- Born: 14 April 1907 Sanderstead, Surrey, England
- Died: 1996 (aged 88–89) England
- Occupation: Actress
- Years active: 1926-1940

= Dorothy Boyd =

English actress (1907–1996)

Dorothy Boyd (14 April 1907 - 1996) was an English film actress. She appeared in more than 30 films between 1926 and 1940. She was born in Sanderstead, Surrey, England and died in England. Without any previous stage experience, she came to films when she appeared in three short films made in the Phonofilm sound-on-film process, Knee Deep in Daisies (1926), The Sentence of Death (1927), and The Burglar and the Girl (1928).
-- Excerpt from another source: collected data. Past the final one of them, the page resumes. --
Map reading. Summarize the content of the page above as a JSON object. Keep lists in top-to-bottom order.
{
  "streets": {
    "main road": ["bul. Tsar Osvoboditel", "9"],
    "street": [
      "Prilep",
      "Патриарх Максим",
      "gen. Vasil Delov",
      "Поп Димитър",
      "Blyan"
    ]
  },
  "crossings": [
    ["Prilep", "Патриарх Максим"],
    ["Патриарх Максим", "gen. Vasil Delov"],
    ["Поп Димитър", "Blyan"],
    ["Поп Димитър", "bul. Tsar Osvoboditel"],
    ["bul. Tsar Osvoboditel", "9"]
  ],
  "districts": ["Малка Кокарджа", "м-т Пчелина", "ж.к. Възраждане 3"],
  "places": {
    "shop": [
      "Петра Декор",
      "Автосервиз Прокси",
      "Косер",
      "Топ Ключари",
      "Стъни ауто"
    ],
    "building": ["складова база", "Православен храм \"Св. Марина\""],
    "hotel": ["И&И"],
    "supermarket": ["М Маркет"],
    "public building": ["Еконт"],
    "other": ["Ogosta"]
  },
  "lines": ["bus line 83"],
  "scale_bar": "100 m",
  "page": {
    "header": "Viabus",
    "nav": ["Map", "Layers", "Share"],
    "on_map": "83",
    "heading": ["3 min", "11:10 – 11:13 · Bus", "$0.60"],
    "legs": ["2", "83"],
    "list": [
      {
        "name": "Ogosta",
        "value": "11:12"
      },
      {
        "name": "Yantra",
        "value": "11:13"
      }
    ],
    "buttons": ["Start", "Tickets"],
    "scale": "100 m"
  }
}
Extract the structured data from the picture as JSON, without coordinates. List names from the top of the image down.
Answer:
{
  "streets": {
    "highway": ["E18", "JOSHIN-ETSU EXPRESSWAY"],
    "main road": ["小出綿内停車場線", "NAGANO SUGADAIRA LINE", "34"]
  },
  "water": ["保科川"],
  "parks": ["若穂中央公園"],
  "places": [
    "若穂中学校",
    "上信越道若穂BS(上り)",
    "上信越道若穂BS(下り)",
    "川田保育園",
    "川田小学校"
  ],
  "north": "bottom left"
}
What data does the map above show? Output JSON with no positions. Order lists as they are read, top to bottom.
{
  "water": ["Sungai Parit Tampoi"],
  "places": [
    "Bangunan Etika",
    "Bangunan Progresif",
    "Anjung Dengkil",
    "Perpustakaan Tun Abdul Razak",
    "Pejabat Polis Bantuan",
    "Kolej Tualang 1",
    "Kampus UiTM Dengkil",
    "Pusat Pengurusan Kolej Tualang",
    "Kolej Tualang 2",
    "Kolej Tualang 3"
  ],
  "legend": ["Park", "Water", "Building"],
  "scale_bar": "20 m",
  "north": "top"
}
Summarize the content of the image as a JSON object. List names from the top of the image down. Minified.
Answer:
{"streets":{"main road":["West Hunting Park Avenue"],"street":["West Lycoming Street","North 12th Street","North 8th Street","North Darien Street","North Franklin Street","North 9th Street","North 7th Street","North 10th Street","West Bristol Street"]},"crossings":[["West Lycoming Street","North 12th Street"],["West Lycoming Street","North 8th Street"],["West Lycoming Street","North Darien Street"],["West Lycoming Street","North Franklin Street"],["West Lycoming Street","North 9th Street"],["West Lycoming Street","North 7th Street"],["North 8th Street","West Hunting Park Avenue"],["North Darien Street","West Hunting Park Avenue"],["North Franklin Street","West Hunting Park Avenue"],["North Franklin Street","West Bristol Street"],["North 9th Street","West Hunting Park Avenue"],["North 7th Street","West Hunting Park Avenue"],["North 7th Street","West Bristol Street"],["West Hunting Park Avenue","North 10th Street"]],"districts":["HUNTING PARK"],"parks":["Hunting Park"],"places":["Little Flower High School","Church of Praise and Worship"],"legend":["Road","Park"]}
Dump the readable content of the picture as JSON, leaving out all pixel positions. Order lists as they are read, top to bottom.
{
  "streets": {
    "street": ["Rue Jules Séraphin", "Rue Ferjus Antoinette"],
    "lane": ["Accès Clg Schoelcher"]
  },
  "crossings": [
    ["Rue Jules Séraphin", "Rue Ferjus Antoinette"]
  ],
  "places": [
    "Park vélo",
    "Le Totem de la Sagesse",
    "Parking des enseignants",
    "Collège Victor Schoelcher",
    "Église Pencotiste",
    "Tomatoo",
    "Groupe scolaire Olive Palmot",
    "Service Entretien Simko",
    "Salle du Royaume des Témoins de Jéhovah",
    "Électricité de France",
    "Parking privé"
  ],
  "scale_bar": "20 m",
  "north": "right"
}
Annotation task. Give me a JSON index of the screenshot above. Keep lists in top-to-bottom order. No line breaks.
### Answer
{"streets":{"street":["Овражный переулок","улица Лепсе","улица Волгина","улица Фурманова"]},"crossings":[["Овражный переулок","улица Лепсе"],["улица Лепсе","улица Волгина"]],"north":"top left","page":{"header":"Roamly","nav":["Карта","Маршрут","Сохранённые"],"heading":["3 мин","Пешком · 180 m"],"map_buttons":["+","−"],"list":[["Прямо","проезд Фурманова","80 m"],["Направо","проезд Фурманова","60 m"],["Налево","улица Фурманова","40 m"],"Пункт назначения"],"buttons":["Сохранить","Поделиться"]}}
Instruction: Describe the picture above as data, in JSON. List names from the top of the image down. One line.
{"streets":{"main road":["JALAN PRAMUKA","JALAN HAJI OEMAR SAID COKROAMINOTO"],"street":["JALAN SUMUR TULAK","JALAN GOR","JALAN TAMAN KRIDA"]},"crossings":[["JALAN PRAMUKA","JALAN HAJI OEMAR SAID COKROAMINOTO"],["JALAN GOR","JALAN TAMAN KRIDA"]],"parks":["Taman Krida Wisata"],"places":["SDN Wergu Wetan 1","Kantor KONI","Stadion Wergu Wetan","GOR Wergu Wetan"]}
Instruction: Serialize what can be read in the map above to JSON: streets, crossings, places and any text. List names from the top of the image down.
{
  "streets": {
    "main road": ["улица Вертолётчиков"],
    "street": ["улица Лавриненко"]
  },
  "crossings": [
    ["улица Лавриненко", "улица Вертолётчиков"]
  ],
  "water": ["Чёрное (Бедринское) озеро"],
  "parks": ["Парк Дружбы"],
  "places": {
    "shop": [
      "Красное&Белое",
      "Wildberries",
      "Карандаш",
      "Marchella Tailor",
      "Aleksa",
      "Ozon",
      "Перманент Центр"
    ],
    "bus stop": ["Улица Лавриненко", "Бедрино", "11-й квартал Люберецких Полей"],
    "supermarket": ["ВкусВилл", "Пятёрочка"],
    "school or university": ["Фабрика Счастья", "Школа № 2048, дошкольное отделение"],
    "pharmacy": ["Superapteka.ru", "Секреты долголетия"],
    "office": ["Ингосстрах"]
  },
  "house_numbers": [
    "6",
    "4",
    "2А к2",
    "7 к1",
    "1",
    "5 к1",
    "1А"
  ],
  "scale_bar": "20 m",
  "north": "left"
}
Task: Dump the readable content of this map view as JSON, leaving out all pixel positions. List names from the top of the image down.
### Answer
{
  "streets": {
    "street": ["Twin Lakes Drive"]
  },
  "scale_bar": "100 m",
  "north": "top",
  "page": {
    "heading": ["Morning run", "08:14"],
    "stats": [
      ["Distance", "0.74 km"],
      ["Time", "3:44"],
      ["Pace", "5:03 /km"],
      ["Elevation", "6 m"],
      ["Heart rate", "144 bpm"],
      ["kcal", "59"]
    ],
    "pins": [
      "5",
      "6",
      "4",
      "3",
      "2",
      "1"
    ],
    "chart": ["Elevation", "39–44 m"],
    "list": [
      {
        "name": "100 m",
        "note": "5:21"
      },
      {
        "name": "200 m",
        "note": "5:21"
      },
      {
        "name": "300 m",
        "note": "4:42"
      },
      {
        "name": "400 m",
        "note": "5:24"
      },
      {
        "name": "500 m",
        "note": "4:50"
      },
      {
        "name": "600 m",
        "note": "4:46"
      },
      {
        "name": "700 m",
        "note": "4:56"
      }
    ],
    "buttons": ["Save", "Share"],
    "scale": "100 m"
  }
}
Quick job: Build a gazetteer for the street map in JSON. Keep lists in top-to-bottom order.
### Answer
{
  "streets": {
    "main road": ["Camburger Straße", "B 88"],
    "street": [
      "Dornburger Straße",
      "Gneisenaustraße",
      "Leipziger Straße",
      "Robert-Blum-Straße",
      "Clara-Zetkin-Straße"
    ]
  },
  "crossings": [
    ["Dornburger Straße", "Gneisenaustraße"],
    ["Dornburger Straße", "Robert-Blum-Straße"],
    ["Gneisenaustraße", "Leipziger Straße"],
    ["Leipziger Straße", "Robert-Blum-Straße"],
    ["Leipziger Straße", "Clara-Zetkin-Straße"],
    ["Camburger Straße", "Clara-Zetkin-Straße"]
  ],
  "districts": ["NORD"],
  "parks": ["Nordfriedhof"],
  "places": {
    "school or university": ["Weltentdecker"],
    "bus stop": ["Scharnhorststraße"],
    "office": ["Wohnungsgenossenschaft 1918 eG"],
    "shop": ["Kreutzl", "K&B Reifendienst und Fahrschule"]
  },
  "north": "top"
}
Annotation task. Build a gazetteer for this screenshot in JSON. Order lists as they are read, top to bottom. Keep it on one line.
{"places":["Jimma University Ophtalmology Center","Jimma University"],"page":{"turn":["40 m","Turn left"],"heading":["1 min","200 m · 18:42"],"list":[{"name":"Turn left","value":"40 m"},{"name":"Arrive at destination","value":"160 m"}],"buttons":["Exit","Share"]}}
A director was impressed by her and brought her to the notice of Alfred Hitchcock who cast her in his feature Easy Virtue (1928).

==Selected filmography==

- The Ball of Fortune (1926)
- Somehow Good (1927)
- The Constant Nymph (1928)
- Love's Option (1928)
- Easy Virtue (1928)
- Auld Lang Syne (1929)
- Birds of Prey (1930)
- Love Lies (1931)
- The Sport of Kings (1931)
- The Girl in the Night (1931)
- The House of Unrest (1931)
- Third Time Lucky (1931)
- Rynox (1932)
- The Iron Stair (1933)
- Called Back (1933)
- Two Wives for Henry (1933)
- A Shot in the Dark (1933)
- Virginia's Husband (1934)
- Oh No Doctor! (1934)
- Lily of Killarney (1934)
- It Happened in Paris (1935)
- Inside the Room (1935)
- The Ace of Spades (1935)
- Ticket of Leave (1936)
- Everything in Life (1936)
- A Touch of the Moon (1936)
- Pearls Bring Tears (1937)
- Shadowed Eyes (1940)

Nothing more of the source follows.